I enjoy using Instagram to share my photos. The restricted feature-set; public-by-default; similarities to Twitter & (original) square format constraint all appeal.
Last year I completed a #365photochallenge on Instagram. Over the year, this took quite a lot of effort. As I switched to posting photos on the day they were taken it became clear to me that this was a valuable record of my activities for years to come.
This prompted me to find a way to extract a copy of the data I was creating and managing via Instagram. It turns out this is surprisingly hard.
I originally started using Zapier/IFTTT to save photos, as they were taken, into my Dropbox. Sadly, these services stopped saving the full-res images and sometimes missed posts(?). This also only saved new images - really I wanted my entire catalogue including all images and metadata.
I tried using Airtable and Zapier for the metadata but found the Zapier free tier too limited and their plans too expensive. This also only worked new posts.

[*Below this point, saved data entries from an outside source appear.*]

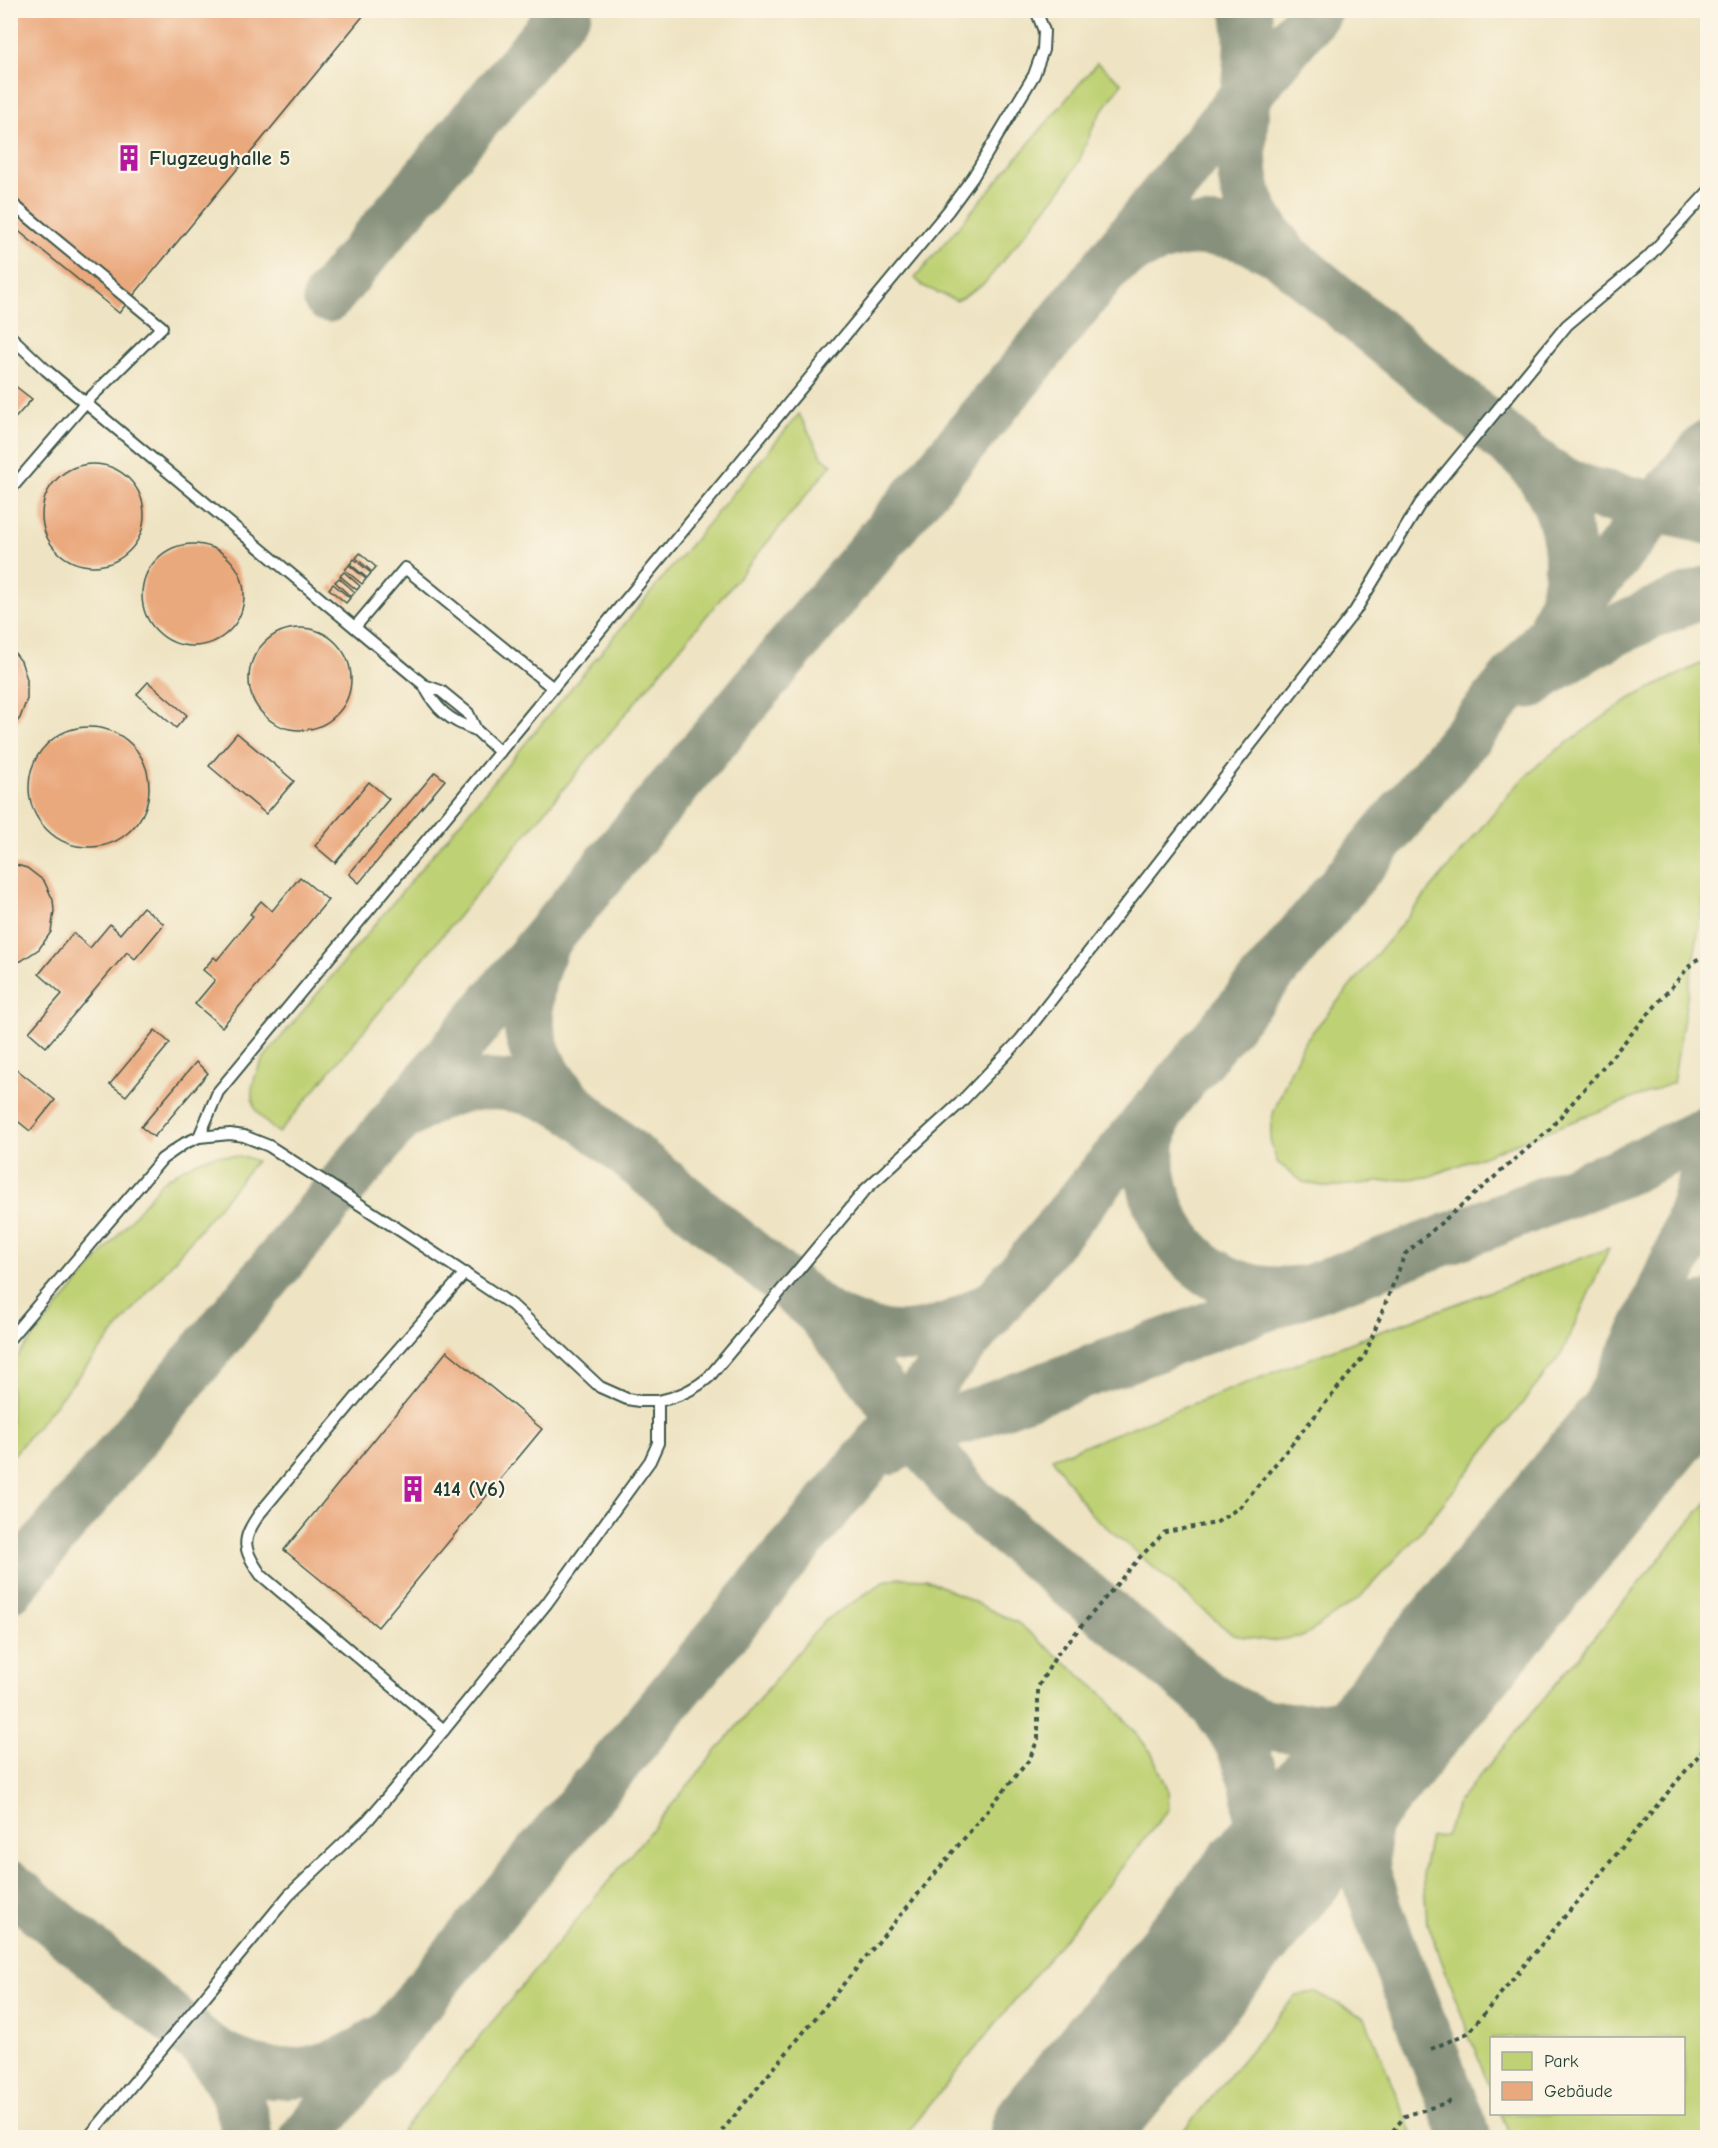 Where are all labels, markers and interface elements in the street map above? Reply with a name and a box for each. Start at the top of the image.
building icon: Flugzeughalle 5 [114,143,144,173]
place label: Flugzeughalle 5 [149,146,290,170]
building icon: 414 (V6) [398,1474,428,1504]
place label: 414 (V6) [433,1477,506,1501]
legend [1490,2037,1685,2115]
text: Park [1544,2051,1579,2072]
text: Gebäude [1544,2081,1613,2102]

I tried various Instagram media downloader extensions for Chrome; these save the images but not the data. I also wanted the process to be largely automated which this wasn't.
I found a project called InstaLooter and opted to use that when I saw it was also able to save json post data.

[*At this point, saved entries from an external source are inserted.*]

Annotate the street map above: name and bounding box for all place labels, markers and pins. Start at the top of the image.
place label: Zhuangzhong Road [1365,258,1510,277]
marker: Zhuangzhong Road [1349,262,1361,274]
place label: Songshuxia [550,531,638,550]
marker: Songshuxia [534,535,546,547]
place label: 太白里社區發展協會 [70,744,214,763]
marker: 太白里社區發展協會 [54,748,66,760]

This is the process: first, download the json post data in instaLooter to a
looted_json
folder.
instaLooter USERNAME looted_json -v -D -T {date}-{id} --new --time thisyear
# or in docker
docker run -v "$(pwd)/looted_json:/out" -it python:alpine3.6 sh -c "pip install instaLooter && ls /out && instaLooter USERNAME /out -v -D -T {date}-{id} --new --time thisyear"
Next, fill out the data by visiting each post's public page. Save the completed
data in completed_json
.
#!/usr/bin/env ruby
require "json"
require "date"
require "open-uri"
Dir.glob("looted_json/*").shuffle.map do |file|
completed_file_name = "completed_json/#{file.split("/").last}"
next if File.exists?(completed_file_name)
puts file
raw_data = JSON.parse(File.read(file))
doc = open("https://www.instagram.com/p/#{raw_data["code"]}").read
page_data = doc.scan(/\{[^\n]+\}/).map { |r| JSON.parse(r) rescue nil }.compact.first
graph_image = page_data.dig(*%w(entry_data PostPage)).first.dig(*%w(graphql shortcode_media))
caption = graph_image["edge_media_to_caption"]["edges"].first["node"]["text"] rescue ""
tags = caption.scan(/#\w+/).uniq
completed_data = {
id: raw_data["id"],
code: raw_data["code"],
display_url: graph_image["display_url"],
media_url: raw_data["is_video"] ? graph_image["video_url"] : graph_image["display_url"],
post_url: "https://www.instagram.com/p/#{raw_data["code"]}",
is_video: raw_data["is_video"] == true,
caption: caption,
location: graph_image["location"],
tags: tags,
timestamp: raw_data["date"],
dimensions: raw_data["dimensions"]
}
File.write(completed_file_name, JSON.pretty_generate(completed_data))
end
I have an optional step here to download the location data. Using the location
data from each post, I can get a list of all the locations used and visit each
page on the Instagram site to get it's coordinates. All the locations are saved
as their own json file in a locations
folder.
#!/usr/bin/env ruby
require "json"
require "open-uri"
Dir.glob("completed_json/*").map do |file|
JSON.parse(File.read(file))["location"]
end.uniq.compact.each do |location|
puts location["name"]
location_file_name = "locations/#{location["id"]}.json"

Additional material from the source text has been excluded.